Andreas Rauber is Associate Professor at the Department of Software Technology and Interactive Systems at the Vienna University of Technology. He is actively involved in several research projects in the field of Digital Libraries, focusing on the organization and exploration of large information spaces, as well as Web archiving and digital preservation. His research interests cover the broad scope of digital libraries, including specifically text and music information retrieval and organization, information visualization, as well as data analysis and neural computation. He is involved in numerous initiatives in the area of digital preservation, such as DPE - Digital Preservation Europe; Planets - Preservation and Long-term Access Networked Services; nestor - Network of expertise in Digital long-term preservation. He has been lecturing extensively on this subject at different universities, as part of the DELOS and nestor summerschools on digital preservation, as well as during a range of training events on digital preservation.

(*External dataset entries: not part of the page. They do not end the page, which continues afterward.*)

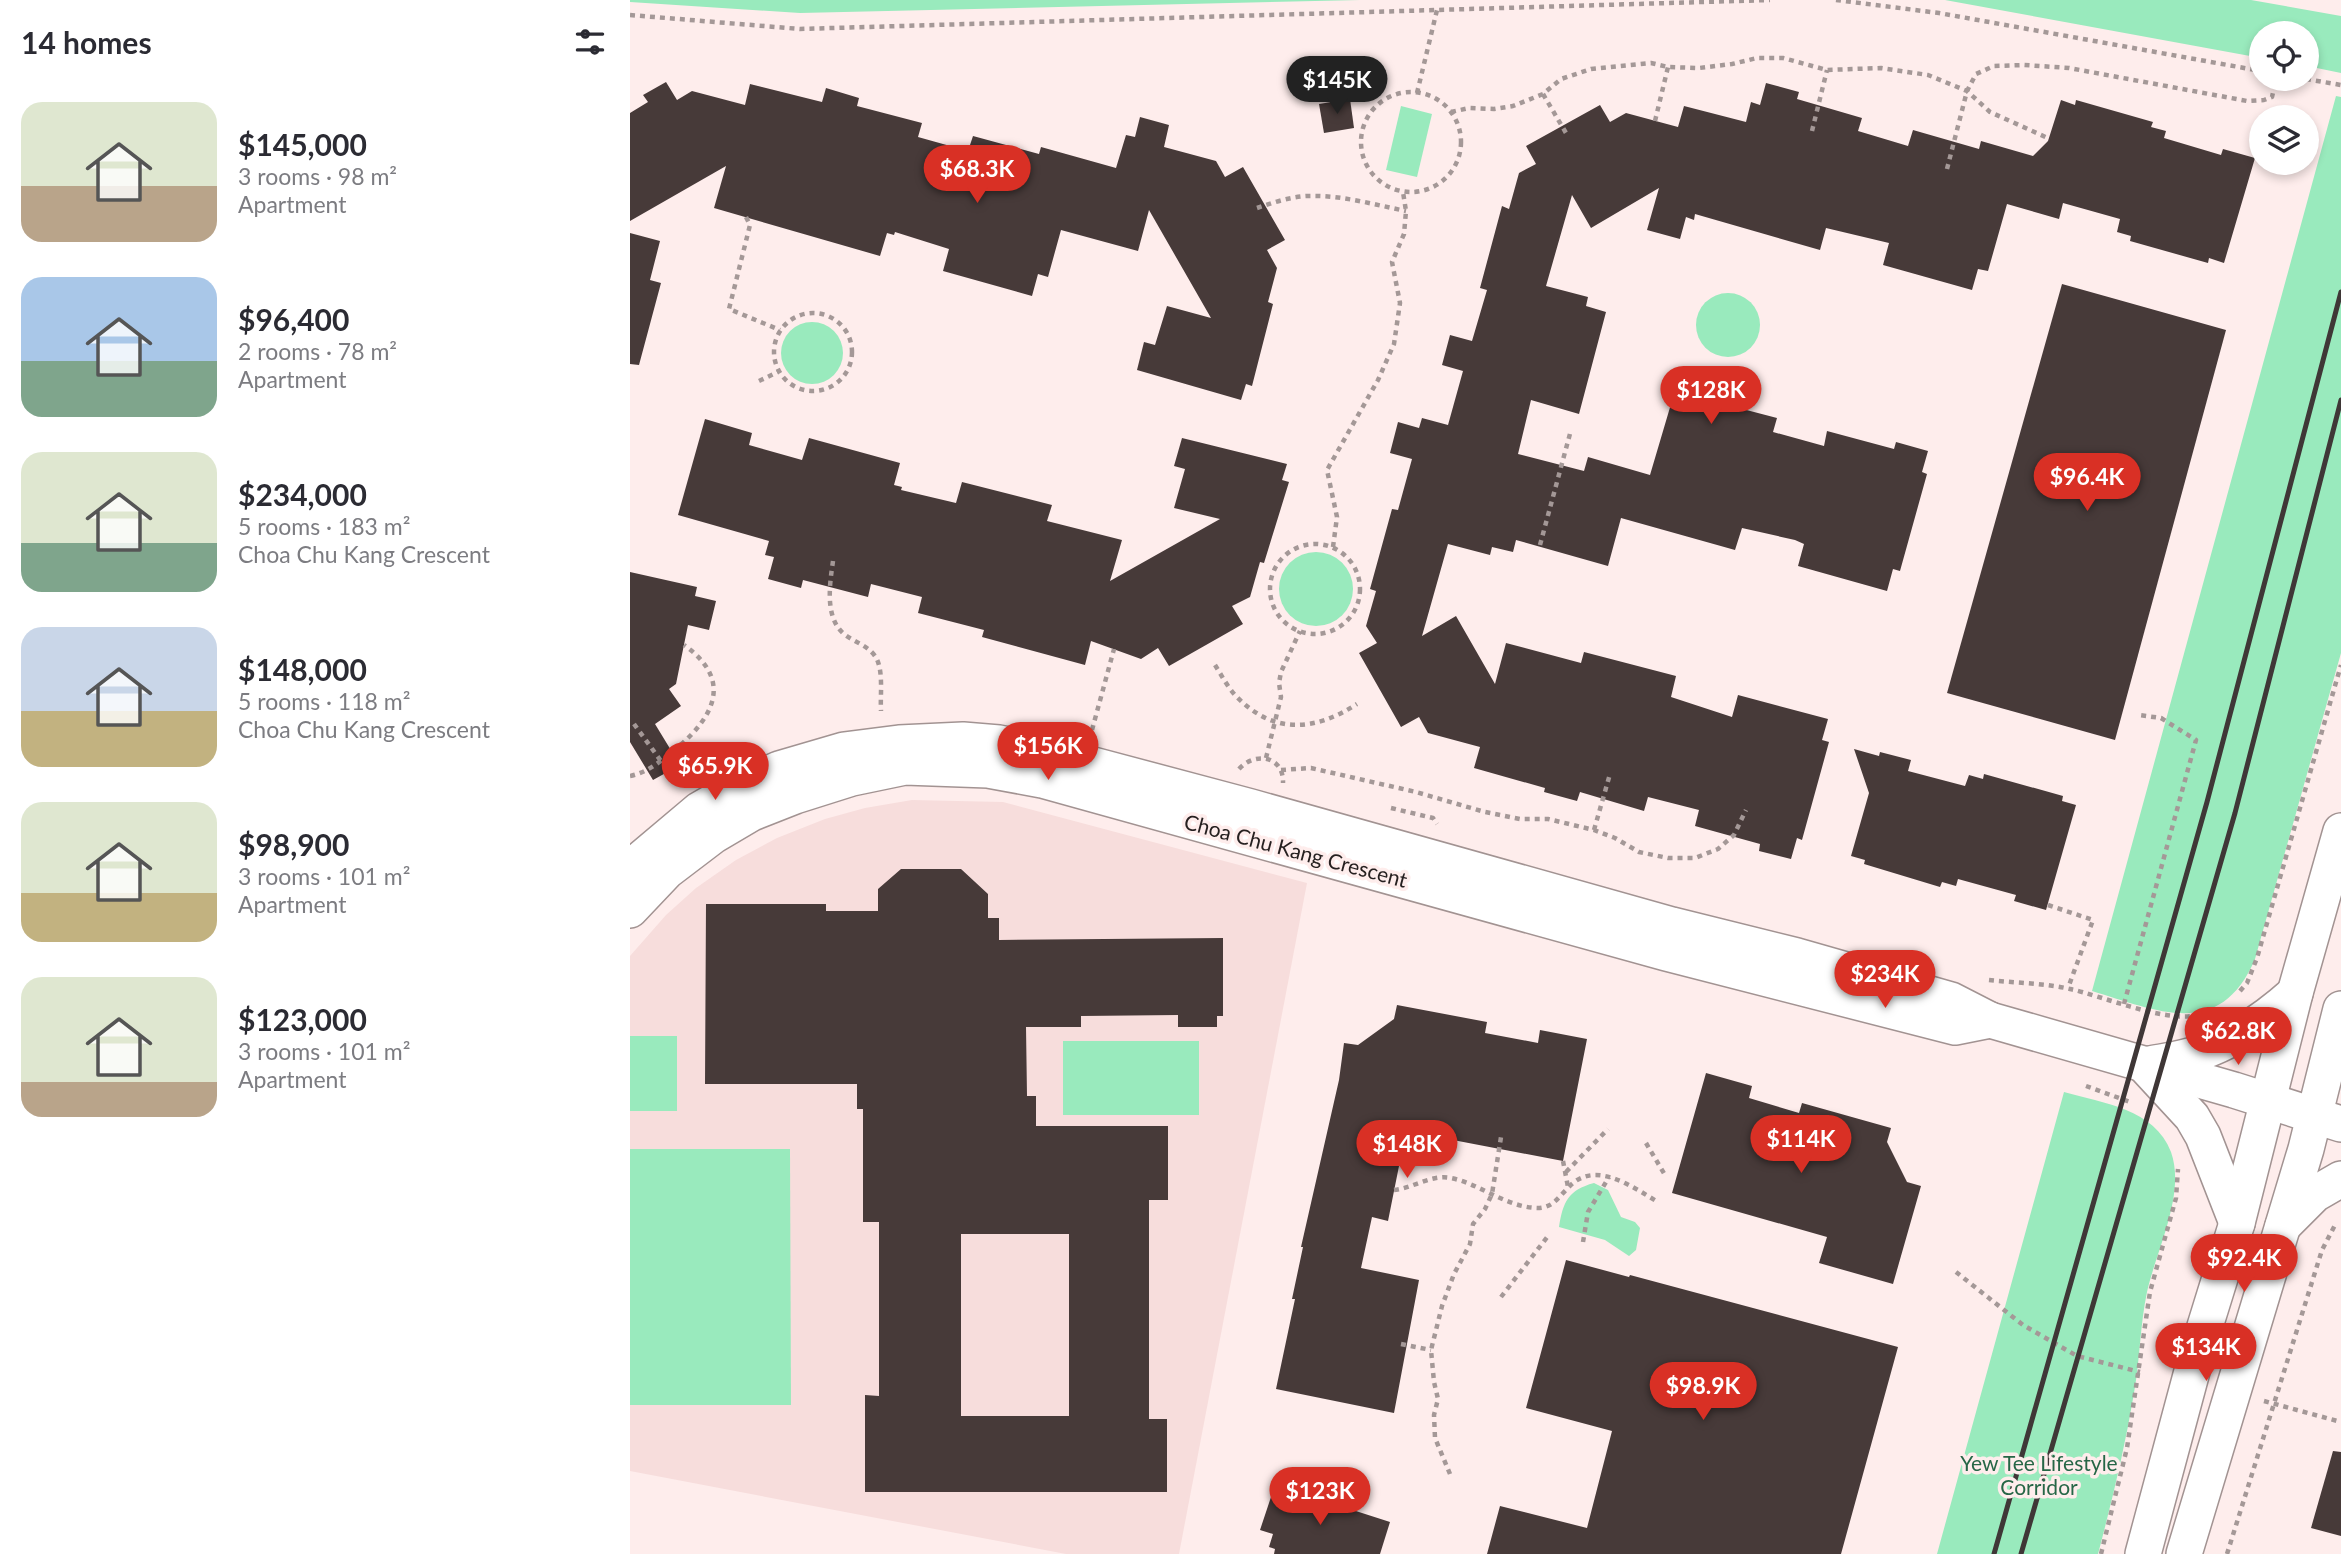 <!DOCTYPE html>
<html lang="en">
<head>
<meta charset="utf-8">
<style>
	:root { --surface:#fff; --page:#f7f7f7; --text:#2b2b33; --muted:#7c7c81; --accent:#d93025 }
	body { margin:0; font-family:Lato,sans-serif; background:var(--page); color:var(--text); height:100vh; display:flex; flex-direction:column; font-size:26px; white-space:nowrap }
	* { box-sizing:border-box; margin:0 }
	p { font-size:23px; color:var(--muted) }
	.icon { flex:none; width:38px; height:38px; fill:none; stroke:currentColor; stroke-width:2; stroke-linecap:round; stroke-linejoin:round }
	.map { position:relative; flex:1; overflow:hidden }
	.side { display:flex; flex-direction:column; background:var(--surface); width:630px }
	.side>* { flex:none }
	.controls { position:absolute; left:1619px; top:21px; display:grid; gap:14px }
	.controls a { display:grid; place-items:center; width:70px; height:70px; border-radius:50%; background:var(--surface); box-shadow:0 4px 10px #0003; font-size:35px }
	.price { position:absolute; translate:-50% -60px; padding:0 16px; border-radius:24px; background:var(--accent); color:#fff; font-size:23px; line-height:46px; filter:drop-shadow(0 2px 4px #0008) }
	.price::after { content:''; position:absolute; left:50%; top:42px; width:21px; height:16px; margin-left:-10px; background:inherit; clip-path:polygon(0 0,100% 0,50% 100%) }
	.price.current { background:#222; color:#fff }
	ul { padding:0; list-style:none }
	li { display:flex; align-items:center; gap:21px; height:175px; padding:0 21px }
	li span { display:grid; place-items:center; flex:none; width:196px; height:140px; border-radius:21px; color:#555 }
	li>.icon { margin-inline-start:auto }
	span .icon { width:84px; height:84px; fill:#fffc; stroke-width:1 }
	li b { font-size:30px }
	h2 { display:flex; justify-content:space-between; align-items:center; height:84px; padding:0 21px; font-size:30px }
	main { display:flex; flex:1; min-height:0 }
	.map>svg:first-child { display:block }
	.built { fill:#f7dddc }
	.green { fill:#99eabd }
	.building { fill:#473a39; fill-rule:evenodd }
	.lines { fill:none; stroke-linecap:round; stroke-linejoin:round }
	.minor-casing { stroke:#a29392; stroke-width:38 }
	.path { stroke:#a49897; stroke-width:4.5; stroke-dasharray:5 5; stroke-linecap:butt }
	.minor { stroke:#fff; stroke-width:35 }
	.rail { stroke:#3f3737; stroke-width:5 }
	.labels { text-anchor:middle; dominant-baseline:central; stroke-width:7; stroke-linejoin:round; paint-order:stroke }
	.street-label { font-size:21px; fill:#262020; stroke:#feedec }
	.park-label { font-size:21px; fill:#266646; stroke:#feedec }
</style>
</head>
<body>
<main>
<section class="side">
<h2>14 homes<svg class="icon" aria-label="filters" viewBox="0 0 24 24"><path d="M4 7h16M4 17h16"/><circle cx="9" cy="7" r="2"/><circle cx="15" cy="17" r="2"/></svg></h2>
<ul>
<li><span style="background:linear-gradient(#dfe7d0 60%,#b9a48a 0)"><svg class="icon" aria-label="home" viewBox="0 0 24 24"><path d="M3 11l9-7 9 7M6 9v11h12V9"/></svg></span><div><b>$145,000</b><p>3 rooms · 98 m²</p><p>Apartment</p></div></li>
<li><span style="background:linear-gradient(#a9c7e8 60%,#7fa58c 0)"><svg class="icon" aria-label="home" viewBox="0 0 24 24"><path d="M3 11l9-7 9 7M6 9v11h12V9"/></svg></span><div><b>$96,400</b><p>2 rooms · 78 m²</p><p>Apartment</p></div></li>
<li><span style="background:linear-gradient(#dfe7d0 65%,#7fa58c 0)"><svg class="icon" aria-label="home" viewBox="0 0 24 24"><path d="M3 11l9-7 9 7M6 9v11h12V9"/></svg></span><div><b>$234,000</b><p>5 rooms · 183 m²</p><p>Choa Chu Kang Crescent</p></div></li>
<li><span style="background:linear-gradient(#c9d6e8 60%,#c2b280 0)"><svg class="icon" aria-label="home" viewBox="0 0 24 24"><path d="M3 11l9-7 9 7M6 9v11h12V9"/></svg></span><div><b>$148,000</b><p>5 rooms · 118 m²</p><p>Choa Chu Kang Crescent</p></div></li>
<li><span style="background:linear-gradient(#dfe7d0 65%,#c2b280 0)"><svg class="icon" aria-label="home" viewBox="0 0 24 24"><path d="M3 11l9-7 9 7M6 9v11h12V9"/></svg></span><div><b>$98,900</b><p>3 rooms · 101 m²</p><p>Apartment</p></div></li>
<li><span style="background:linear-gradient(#dfe7d0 75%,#b9a48a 0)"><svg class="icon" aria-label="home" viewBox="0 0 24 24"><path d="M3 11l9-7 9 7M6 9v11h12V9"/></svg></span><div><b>$123,000</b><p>3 rooms · 101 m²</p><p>Apartment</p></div></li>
</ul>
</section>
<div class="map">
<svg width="1711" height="1554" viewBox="0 0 1711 1554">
	<rect width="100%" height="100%" fill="#feedec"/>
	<!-- built -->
	<polygon class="built" points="282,800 373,802 677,883 549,1554 436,1554 0,1471 0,956 36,915 66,888 106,860 147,838 195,819 235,808"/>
	<!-- green -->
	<g class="green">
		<polygon points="0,0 730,0 170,13 0,2"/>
		<polygon points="1315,0 1621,0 1711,16 1711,73 1677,66 1676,33 1631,33 1631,58"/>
		<path d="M1706,96l5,1v556l-86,306c-35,82 -97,52 -163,32z"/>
		<polygon points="771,106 802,114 787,177 756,170"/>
		<circle cx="1098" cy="325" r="32"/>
		<circle cx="182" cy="353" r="31"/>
		<circle cx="686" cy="589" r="37"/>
		<rect x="0" y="1036" width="47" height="75"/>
		<rect x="433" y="1041" width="136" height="74"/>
		<path d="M1434,1092c39,11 91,17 107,60 15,42 -15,99 -24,140 -7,33 -7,68 -13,101 -9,54 -22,108 -36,161h-161z"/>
		<polygon points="0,1149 160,1149 161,1405 0,1405"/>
		<path d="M964,1183l14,7 13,27 14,5 5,6 -4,22 -7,6 -24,-16 -46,-13c4,-25 9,-37 35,-44z"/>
	</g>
	<!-- building -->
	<g class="building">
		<polygon points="36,82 47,100 62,91 115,105 120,84 192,102 196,88 229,98 227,106 292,123 288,137 338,151 343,136 409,154 411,147 486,168 496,135 505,137 510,117 539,125 534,147 586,161 595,177 613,167 655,240 637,250 647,268 638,302 643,304 622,386 616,384 611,400 507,370 514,342 525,345 537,306 581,318 519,210 508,251 431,230 418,277 408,274 402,296 313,271 319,249 265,232 264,235 257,233 250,256 84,208 96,166 0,221 0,113 18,102 13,95"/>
		<polygon points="1136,83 1169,92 1167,99 1232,118 1228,131 1278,146 1283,130 1349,149 1351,141 1403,156 1418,141 1431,100 1445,105 1446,100 1523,122 1521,127 1536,131 1534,138 1591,155 1593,149 1625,158 1594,263 1579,258 1578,263 1500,241 1501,236 1487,232 1490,219 1433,203 1429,219 1377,204 1358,271 1348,269 1342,290 1253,265 1259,243 1196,228 1190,250 1065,214 1064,220 1056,217 1050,239 1017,230 1029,188 961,228 942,195 916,286 958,297 956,306 976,312 949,414 901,400 888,454 954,471 958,457 1020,475 1041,404 1045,405 1051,383 1085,392 1082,401 1147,418 1143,432 1194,446 1197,431 1264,449 1266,442 1298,451 1292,472 1297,474 1270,571 1263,569 1257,591 1168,566 1174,544 1165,540 1112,528 1105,550 991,518 978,566 886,540 883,552 862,547 860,555 818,544 792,636 826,616 865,684 876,643 951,663 954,652 1046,676 1041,697 1102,717 1108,695 1198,719 1192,740 1199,742 1172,840 1167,838 1161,859 1129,851 1130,844 1065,826 1069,810 1018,797 1014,811 950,792 947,801 914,792 915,788 844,768 850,747 798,733 789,717 771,727 729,653 747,643 736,626 746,591 740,589 762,509 768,510 782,459 760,453 768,422 789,428 792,418 818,425 833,371 812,365 820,335 842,341 857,290 850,288 872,206 879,209 889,173 906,164 896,146 970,105 980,122 996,113 1048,127 1054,106 1116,122 1121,102 1130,105"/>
		<polygon points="720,99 724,128 694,133 689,104"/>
		<polygon points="0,233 30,241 20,280 31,283 9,365 0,364"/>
		<polygon points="1432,284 1596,330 1485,740 1317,693"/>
		<polygon points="75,419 122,433 119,445 172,460 179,438 270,463 264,485 272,487 271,490 326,503 332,482 422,505 417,521 492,540 480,581 590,519 544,508 555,469 544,466 552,438 657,464 652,480 659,482 634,563 630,562 620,597 602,606 613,624 539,666 528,648 511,659 461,641 455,665 352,637 354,630 288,613 292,597 241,584 238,597 173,580 171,588 138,579 144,557 135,555 139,541 48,515"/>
		<polygon points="0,572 67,587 65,596 86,601 79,630 58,625 46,684 39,689 51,706 25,724 50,765 23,780 0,742"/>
		<polygon points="1224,749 1249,756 1250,752 1281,760 1278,771 1335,786 1339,775 1353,779 1354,774 1433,796 1432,801 1446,805 1416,910 1384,901 1386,895 1328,879 1326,886 1312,882 1310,887 1234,864 1235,860 1221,856 1239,793"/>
		<path d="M271,869h60l27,25v24h11v22l224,-2v78h-6v11h-39v-12l-97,1v11h-55l1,69h9v30h132v74h-19v219h18v73h-302v-97l14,1v-174h-16v-113h-6v-25h-152l1,-180h120v7h52v-22zM331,1234h108v182h-108z"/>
		<polygon points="767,1005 857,1022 855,1033 908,1043 910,1030 957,1039 933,1161 776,1131 758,1221 742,1217 731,1268 789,1280 764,1413 646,1389 665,1299 662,1299 673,1247 671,1247 709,1080 714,1043 728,1045 764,1019"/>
		<polygon points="1076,1073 1122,1086 1119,1098 1169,1113 1172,1103 1261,1128 1257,1142 1277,1182 1291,1186 1263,1284 1189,1263 1197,1237 1042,1193"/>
		<polygon points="936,1260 999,1277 1000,1275 1268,1347 1211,1554 857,1554 870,1506 957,1528 982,1431 896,1408"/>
		<polygon points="1703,1451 1711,1452 1711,1536 1681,1528"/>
		<polygon points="645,1485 760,1522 750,1554 644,1554 645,1549 639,1547 643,1534 630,1530"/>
	</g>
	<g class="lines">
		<defs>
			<g id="minor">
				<polyline points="0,868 69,810 109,787 149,769 214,750 269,743 333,740 369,743 418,753 621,807 1042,925 1167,956 1321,1000 1360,1020 1604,1090 1711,1124"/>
				<polyline points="0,910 37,871 83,836 122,813 165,796 222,778 275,767 358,770 412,780 1036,953 1325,1027 1360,1020"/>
				<path d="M1520,1064c16,-3 33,-5 49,-11 37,-13 67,-34 96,-60"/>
				<polyline points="1514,1065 1562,1117 1573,1136 1607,1223"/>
				<polyline points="1653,1226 1685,1194 1711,1179"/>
				<polyline points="1513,1554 1568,1349 1607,1223 1665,993 1711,831"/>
				<polyline points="1554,1554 1676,1149 1711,1009"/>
			</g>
		</defs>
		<!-- minor casing -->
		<use href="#minor" class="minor-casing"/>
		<!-- path -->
		<g class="path">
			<polyline points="1206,0 1309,13 1631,71"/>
			<polyline points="0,15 170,29 1140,0"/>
			<polyline points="1676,79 1711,85"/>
			<circle cx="781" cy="142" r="50"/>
			<polyline points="787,93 807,10"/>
			<polyline points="913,94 936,133"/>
			<polyline points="821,112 839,108 864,109 883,106 913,94 931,79 961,69 1021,63 1038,67 1069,68 1102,64 1127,58 1153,58 1197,70 1251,68 1298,75 1337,91 1360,112 1420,139"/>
			<polyline points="1025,121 1038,67"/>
			<polyline points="1182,131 1197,70"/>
			<polyline points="1317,169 1337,91 1346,74 1364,66 1394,65 1439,68 1617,101 1634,100 1642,97 1646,79"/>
			<path d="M627,208c18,-6 38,-13 58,-12 30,0 61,9 91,15"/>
			<polyline points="116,217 120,225 99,309 150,330"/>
			<circle cx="183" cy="352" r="39"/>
			<polyline points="129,381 148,372"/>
			<circle cx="685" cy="589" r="45"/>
			<polyline points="910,545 941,430"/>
			<polyline points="703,547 707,517 697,470 748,380 764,344 770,303 762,262 774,234 776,211 773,192"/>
			<path d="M203,561c-3,22 -9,56 11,73 10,8 23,11 31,22 9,13 5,39 6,55"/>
			<path d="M585,665c7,11 13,23 22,32 37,38 78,34 120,7"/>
			<polyline points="4,724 31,761"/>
			<polyline points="462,730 484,649"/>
			<polyline points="636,758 651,697 649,683 651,672 670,631"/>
			<path d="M609,769c16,-18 45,-13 44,14"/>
			<polyline points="651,770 681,768 786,792 855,812 890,819 918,819 964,830 985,838 1009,852 1038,858 1065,858 1088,849 1104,835 1116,810"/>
			<path d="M0,776c19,-4 32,-16 47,-28 39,-33 55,-69 7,-103"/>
			<polyline points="761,808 803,818 807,824"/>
			<polyline points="964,830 980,774"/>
			<polyline points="1418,905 1463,920 1438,988"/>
			<path d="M1359,980c27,3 55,3 81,9 33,7 95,34 127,26"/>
			<polyline points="1610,991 1617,983 1627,958 1711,665"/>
			<polyline points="1494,1004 1566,740 1531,718 1509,715"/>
			<polyline points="1456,1086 1500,1102"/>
			<polyline points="1016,1143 1035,1175"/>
			<polyline points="933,1161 938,1187"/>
			<polyline points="936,1172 978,1129"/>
			<path d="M764,1190c19,-2 38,-16 57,-12 29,6 55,29 86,30 15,0 20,-9 30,-19 26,-31 64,-3 91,13"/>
			<polyline points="953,1242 958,1212 979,1177"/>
			<polyline points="1326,1272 1393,1325 1447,1356 1510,1372"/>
			<polyline points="871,1297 918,1236"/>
			<polyline points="771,1344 801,1350"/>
			<polyline points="1634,1401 1711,1422"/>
			<polyline points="820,1474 805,1438 804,1415 808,1399 804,1382 801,1350 812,1306 824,1274 840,1244 843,1224 855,1209 862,1194 871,1137"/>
			<polyline points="1471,1554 1497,1448 1520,1292 1546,1198 1548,1169"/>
			<polyline points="1597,1554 1692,1250 1705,1225"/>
		</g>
		<!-- minor -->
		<use href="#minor" class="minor"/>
		<!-- rail -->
		<g class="rail">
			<polyline points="1364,1554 1577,802 1711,292"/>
			<polyline points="1391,1554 1605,813 1711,400"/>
		</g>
	</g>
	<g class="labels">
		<!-- street labels -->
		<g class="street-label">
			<text transform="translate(666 850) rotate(15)">Choa Chu Kang Crescent</text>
		</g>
		<!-- park labels -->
		<g class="park-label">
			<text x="1409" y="1462">Yew Tee Lifestyle<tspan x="1409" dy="24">Corridor</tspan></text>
		</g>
	</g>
</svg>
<div class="controls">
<a><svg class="icon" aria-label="locate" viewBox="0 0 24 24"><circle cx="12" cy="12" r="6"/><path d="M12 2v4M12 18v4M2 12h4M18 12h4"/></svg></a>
<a><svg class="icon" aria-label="layers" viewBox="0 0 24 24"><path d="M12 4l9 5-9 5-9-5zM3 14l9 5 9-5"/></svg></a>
</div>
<b class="price current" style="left:707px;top:116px">$145K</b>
<b class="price" style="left:347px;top:205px">$68.3K</b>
<b class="price" style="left:1081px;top:426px">$128K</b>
<b class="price" style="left:1457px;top:513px">$96.4K</b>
<b class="price" style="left:418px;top:782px">$156K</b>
<b class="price" style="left:85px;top:802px">$65.9K</b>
<b class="price" style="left:1255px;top:1010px">$234K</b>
<b class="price" style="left:1608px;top:1067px">$62.8K</b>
<b class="price" style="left:1171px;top:1175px">$114K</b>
<b class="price" style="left:777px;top:1180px">$148K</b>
<b class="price" style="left:1614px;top:1294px">$92.4K</b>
<b class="price" style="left:1576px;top:1383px">$134K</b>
<b class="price" style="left:1073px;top:1422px">$98.9K</b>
<b class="price" style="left:690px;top:1527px">$123K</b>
</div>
</main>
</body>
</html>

Kirsta Stapelfeldt has worked extensively in technology-rich environments and as a freelance writer/researcher. She also has experience developing online library tutorials with the Dalhousie Libraries, and communicating with the Information-Literacy and Academic Library community. Her current work as Repository Manager and Islandora Project Manager at UPEI requires remaining abreast of contemporary repository technologies and trends in the library community. Kirsta’s experience teaching at Dalhousie, combined with regular research, project management, and report writing contracts with Quantum Communications and the Legal Information Society of Nova Scotia required multiple environmental scans on diverse topics, and successful assimilation and communication of secondary source data. While in the Masters of Library and Information Studies Program, Kirsta sent surveys to 5000 library staff members in Universities across Canada to determine attitudes and  approaches to open-source software, receiving a 5-6% response rate.